Tokoh lain dari kaum sofis adalah Gorgias (483-375SM), ia datang ke Athena
pada tahun 427 SM dari Leontini. Menurutnya ada tiga proposisi: pertama, tidak
ada yang ada, maksudnya realitas sebenarnya itu tidak ada. Pemikiran lebih baik
tidak menyatakan apa-apa tentang realitas. Kedua, bila sesuatu
itu ada ia tidak akan dapat diketahui. Ini disebabkan oleh penginderaan itu
tidak dapat dipercaya, penginderaan itu sumber ilusi. Akal, tidak juga mampu
meyakinkan kita bahwa semesta alam ini karna atau kita telah diperdaya oleh
dilema subjektivitas. Dan ketiga, sekalipun realitas itu dapat kita ketahui, ia
tidak dapat kita beritahukan kepada orang lain. Sikap skeptis Gorgias ini
dianggap oleh sebagian filosof sebagai pandangan nihilisme yakni kebenaran itu
tidak ada. Jadi, dia lebih ekstrim dibandingkan dengan Protagoras.
Pengaruh positif gerakan kaum sofis cukup terasa karena mereka
membangkitkan semngat berfilsafat. Ilmu juga mendapat ruang yang sangat
kondusif dalam pemikiran kaum sofis
karna mereka memberi ruang untuk berspekulasi dan sekaligus merelatifkan teori
ilmu, sehingga muncul sintesa baru.
Namun, para filosof setelah kaum sofis dengan pandangan tersebut, seperti Socrates,
Plato, dan Aristoteles.

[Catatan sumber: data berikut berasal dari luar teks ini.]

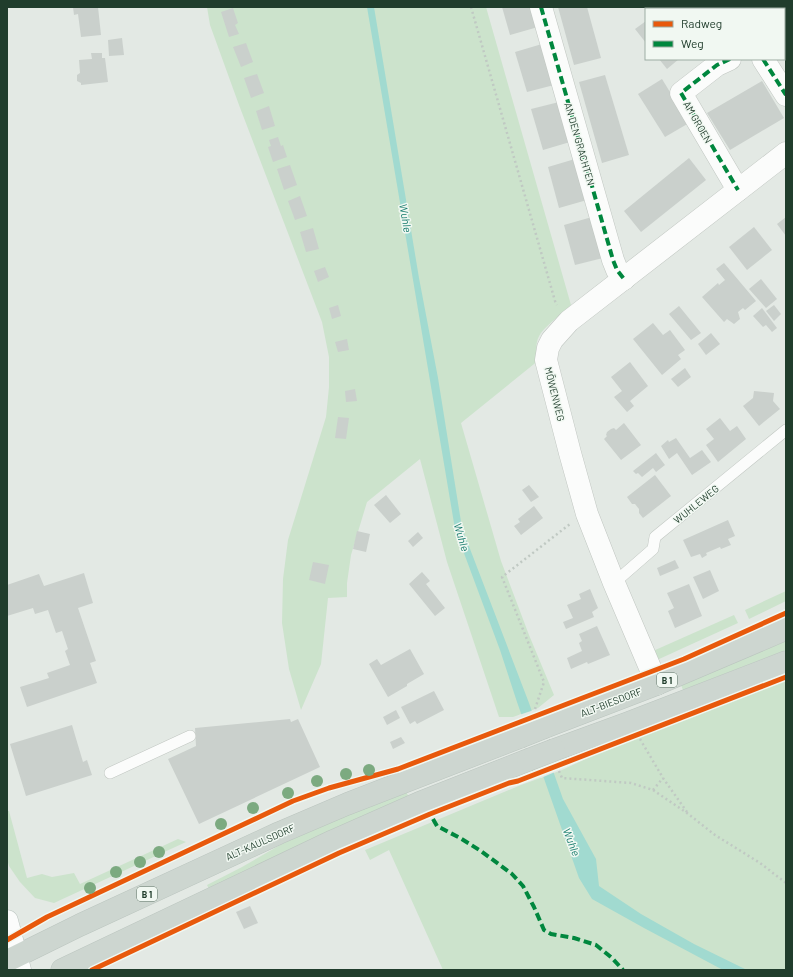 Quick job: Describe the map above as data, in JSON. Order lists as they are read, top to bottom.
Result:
{
  "streets": {
    "main road": ["B 1", "ALT-BIESDORF", "ALT-KAULSDORF"],
    "street": ["AM GROEN", "AN DEN GRACHTEN", "MÖWENWEG"],
    "lane": ["WUHLEWEG"]
  },
  "crossings": [
    ["AM GROEN", "MÖWENWEG"],
    ["AN DEN GRACHTEN", "MÖWENWEG"],
    ["MÖWENWEG", "WUHLEWEG"],
    ["MÖWENWEG", "ALT-BIESDORF"],
    ["ALT-BIESDORF", "ALT-KAULSDORF"]
  ],
  "water": ["Wuhle"],
  "legend": ["Radweg", "Weg"]
} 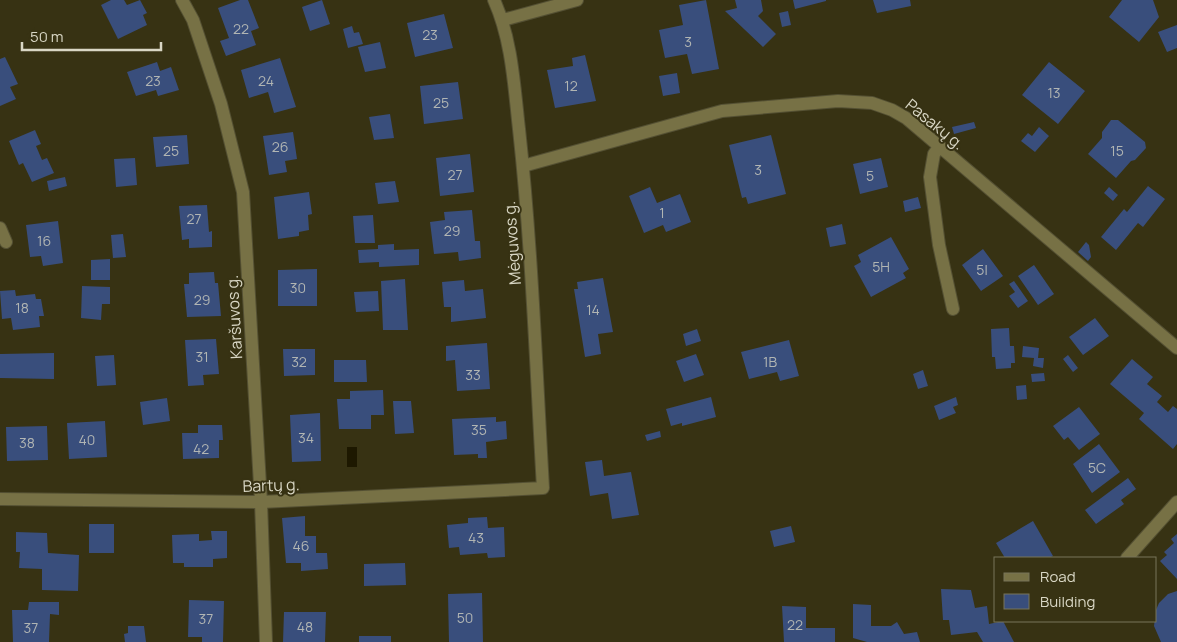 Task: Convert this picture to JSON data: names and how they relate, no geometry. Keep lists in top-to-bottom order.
{
  "streets": {
    "street": [
      "Pasakų g.",
      "Mėguvos g.",
      "Karšuvos g.",
      "Bartų g."
    ]
  },
  "crossings": [
    ["Pasakų g.", "Mėguvos g."],
    ["Mėguvos g.", "Bartų g."],
    ["Karšuvos g.", "Bartų g."]
  ],
  "house_numbers": [
    "22",
    "23",
    "3",
    "23",
    "24",
    "12",
    "13",
    "25",
    "26",
    "25",
    "15",
    "3",
    "27",
    "5",
    "1",
    "27",
    "29",
    "16",
    "5H",
    "5I",
    "30",
    "29",
    "18",
    "14",
    "31",
    "32",
    "1B",
    "33",
    "35",
    "34",
    "40",
    "38",
    "42",
    "5C",
    "43",
    "46",
    "50",
    "37",
    "22",
    "48",
    "37"
  ],
  "legend": ["Road", "Building"],
  "scale_bar": "50 m"
}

Mereka menolak relativisme kaum sofis. Menurut mereka,
ada kebenaran objektif yang bergantung pada manusia. Socrates membuktikan
adanya kebenaran objektif itu dengan menggunakan metode yang bersifat praktis
dan di jalankan melalui percakapan-percakapan, sehingga metode yang
digunakannya biasanya disebut metode dialog karena dialog mempunyai peranan
penting dalam menggali kebenaran yang objektif. Contohnya, ketika dia ingin
menemukan makna adil, dia bertanya kepada pedagang, prajurit,
penguasa, dan guru. Dari semua penjelasan yang diberikan oleh semua lapisan
masyarakat itu dapat ditarik sebuah benang merah yang bersifat universal tentang keadilan. Dari
sinilah, menurut Socrates, kebenaran universal dapat ditemukan.

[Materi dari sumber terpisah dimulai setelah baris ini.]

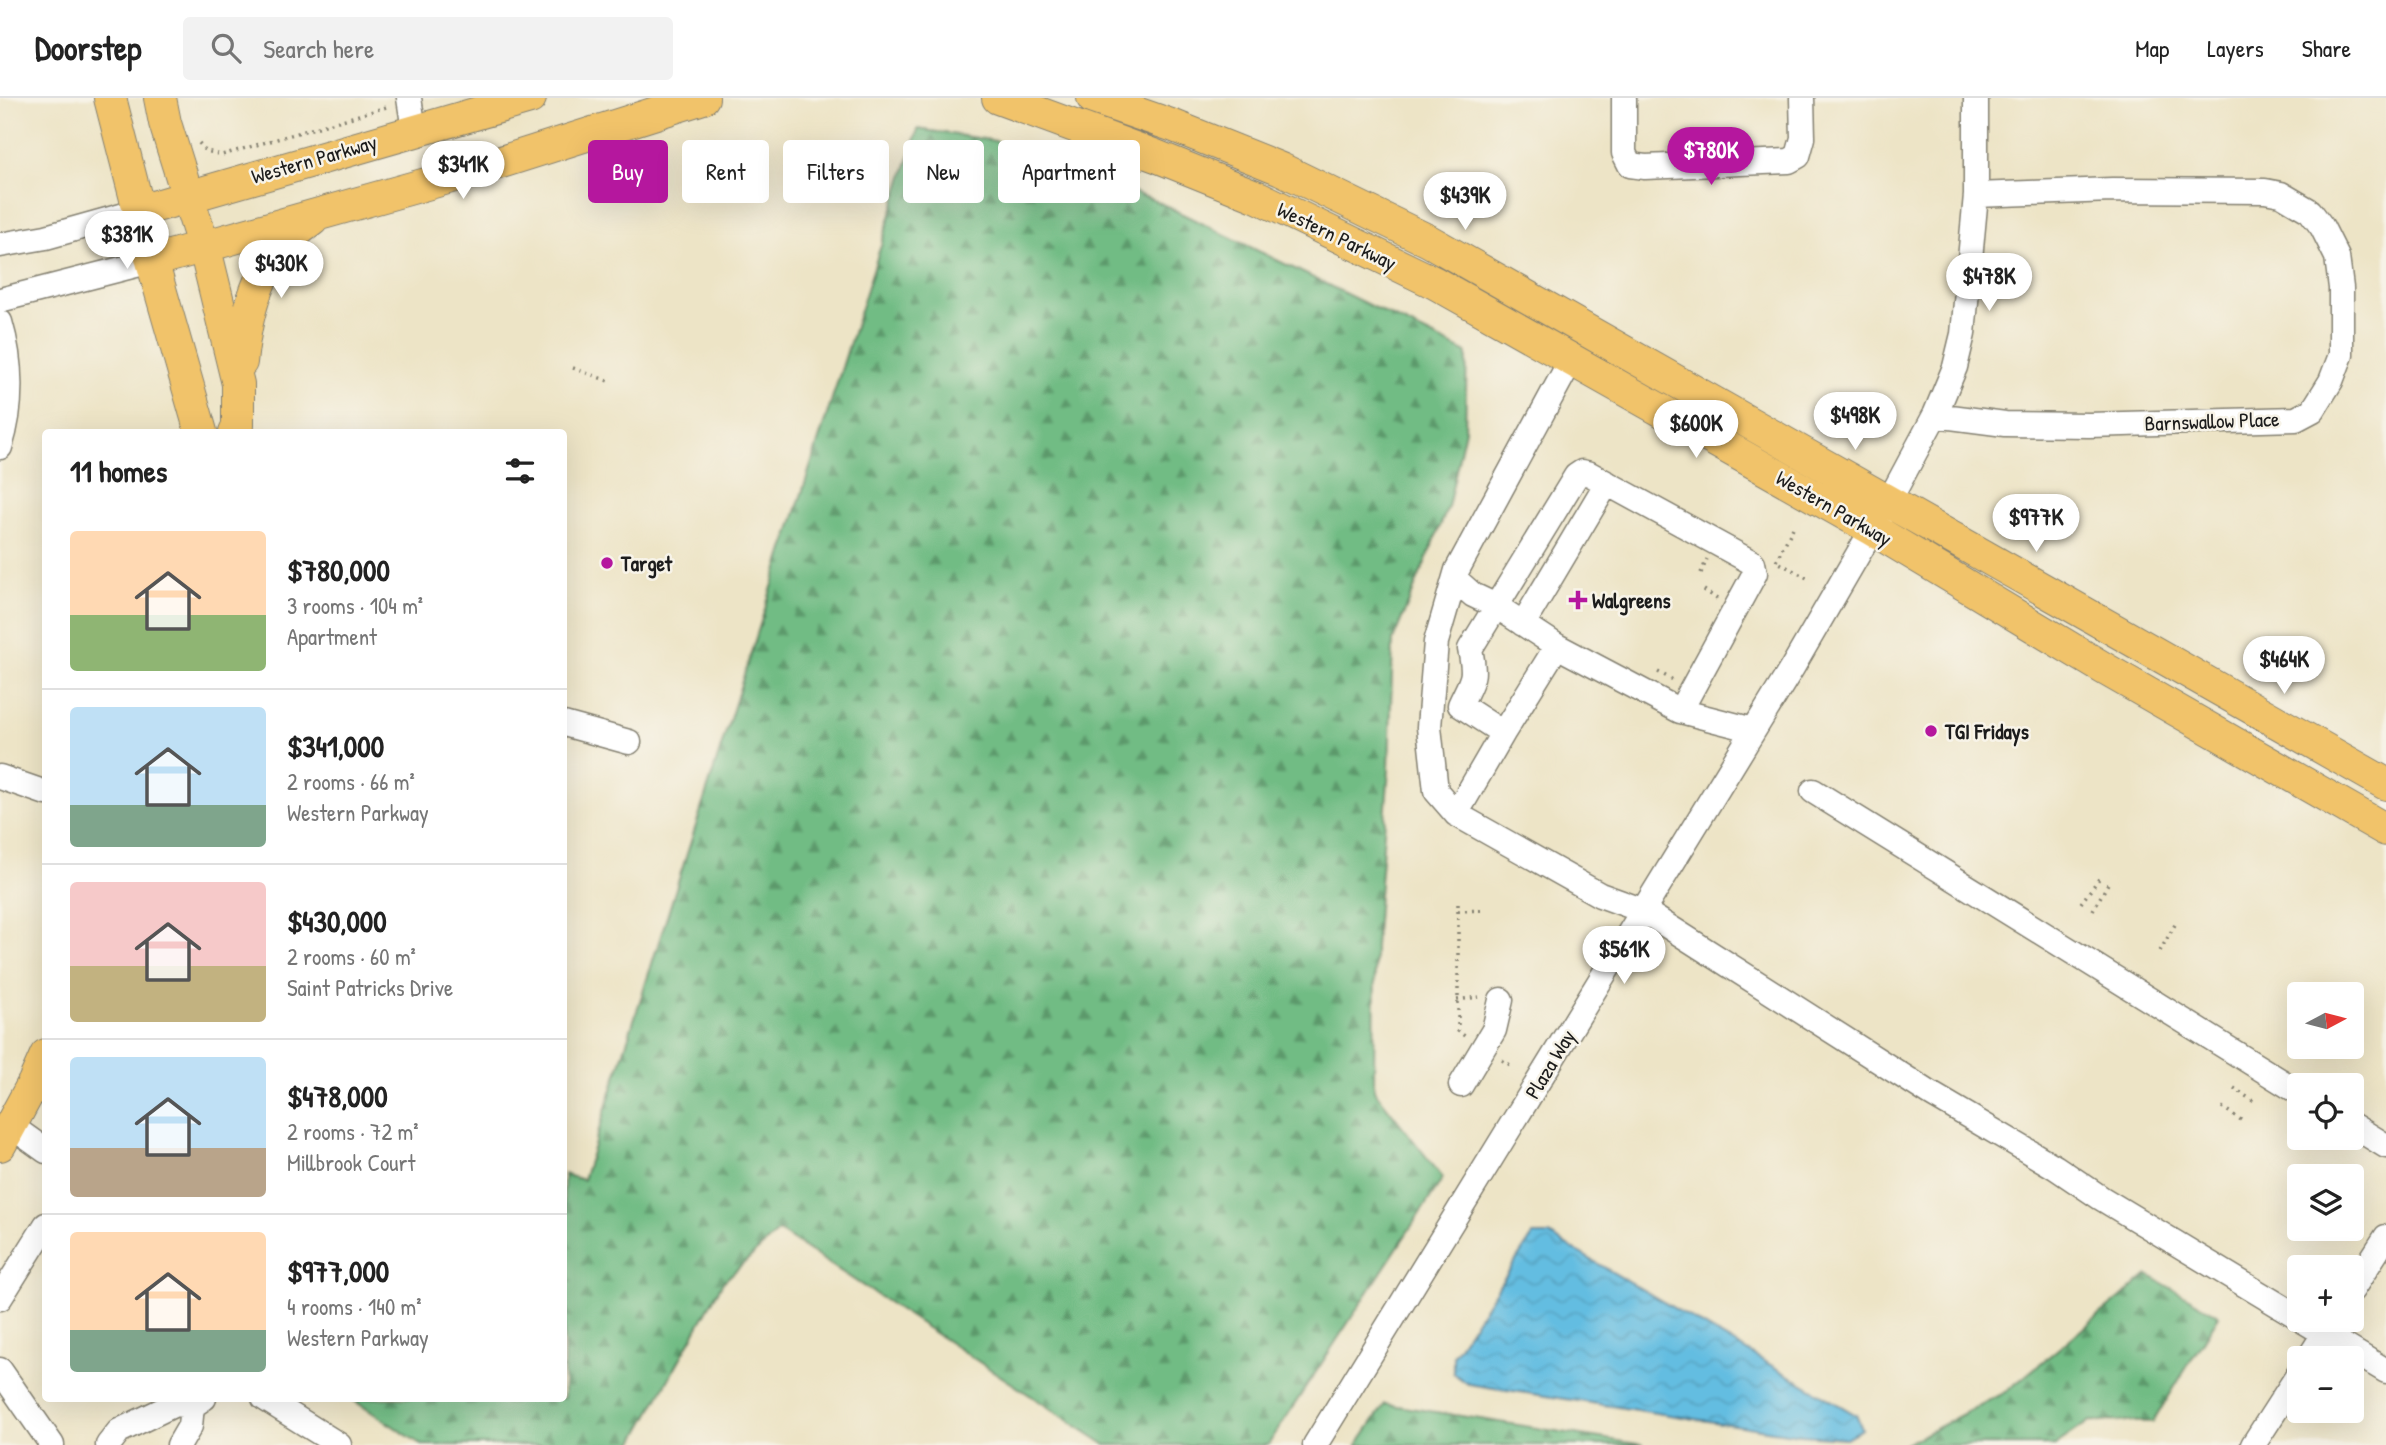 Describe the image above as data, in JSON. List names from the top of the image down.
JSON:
{
  "streets": {
    "main road": ["Western Parkway"],
    "street": ["Barnswallow Place", "Plaza Way"]
  },
  "crossings": [
    ["Western Parkway", "Plaza Way"],
    ["Barnswallow Place", "Plaza Way"]
  ],
  "places": {
    "other": ["Target", "TGI Fridays"],
    "health": ["Walgreens"]
  },
  "north": "right",
  "page": {
    "header": "Doorstep",
    "search": "Search here",
    "nav": ["Map", "Layers", "Share"],
    "price": [
      "$780K",
      "$341K",
      "$439K",
      "$381K",
      "$430K",
      "$478K",
      "$498K",
      "$600K",
      "$977K",
      "$464K",
      "$561K"
    ],
    "chip": [
      "Buy",
      "Rent",
      "Filters",
      "New",
      "Apartment"
    ],
    "heading": "11 homes",
    "list": [
      {
        "name": "$780,000",
        "note": "3 rooms · 104 m² · Apartment"
      },
      {
        "name": "$341,000",
        "note": "2 rooms · 66 m² · Western Parkway"
      },
      {
        "name": "$430,000",
        "note": "2 rooms · 60 m² · Saint Patricks Drive"
      },
      {
        "name": "$478,000",
        "note": "2 rooms · 72 m² · Millbrook Court"
      },
      {
        "name": "$977,000",
        "note": "4 rooms · 140 m² · Western Parkway"
      }
    ],
    "map_buttons": ["+", "−"]
  }
}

Socrates berpendapat bahwa ajaran dan kehidupan adalah satu dan tak dapat
dipisahkan satu dengan yang lainnya. Oleh karna itu, dasar dari segala
penelitian dan pembahasan adalah pengujian diri sendiri. Bagi Socrates,
pengetahuan yang sangat berharga adalah pengetahuan tentang diri sendiri.
Semboyan yang paling digemarinya adalah apa yang tertera pada kuil Delphi, yaitu
“kenalilah dirimu sendiri”.
Zaman keemasan atau puncak dari filsafat Yunani Kuno atau Klasik, dicapai
pada masa Sokrates (470 – 400 SM), Plato (428-348 SM) dan Aristoteles (384-322
SM). Sokrates
merupakan anak dari seorang pemahat Sophroniscos, ibunya bernama
Phairmarete yang bekerja sebagai seorang bidan. Istrinya bernama Xantipe yang
terkenal galak dan keras. Socrates adalah seorang guru. Setiap kali Socrates
mengajarkan pengetahuannya, Socrates tidak pernah memungut bayaran kepada
murid-muridnya. Oleh karena itulah, kaum sofis menuduh dirinya memberikan
ajaran baru yang merusak moral dan menentang kepercayaan negara kepada para
pemuda. Kemudian ia ditangkap dan dihukum mati dengan minum racun pada umur 70
tahun yakni pada tahun 399 SM. Pemikiran filsafatnya untuk menyelidiki manusia
secara keseluruhan yaitu dengan menghargai nilai-nilai jasmaniah dan rohaniah
yang keduanya tidak dapat dipisahkan karena dengan keterkaitan kedua hal
tersebut banyak nilai yang dihasilkan.
Plato lahir di Athena, Ia belajar filsafat dari Socrates,
Pythagoras, Heracleitos dan Parmenindes. Sebagai titik tolak pemikiran
filsafatnya, ia mencoba menyelesaikan permasalahan lama yakni mana yang
benar yang berubah-ubah (Heracleitos) atau yang tetap (Parmenindes).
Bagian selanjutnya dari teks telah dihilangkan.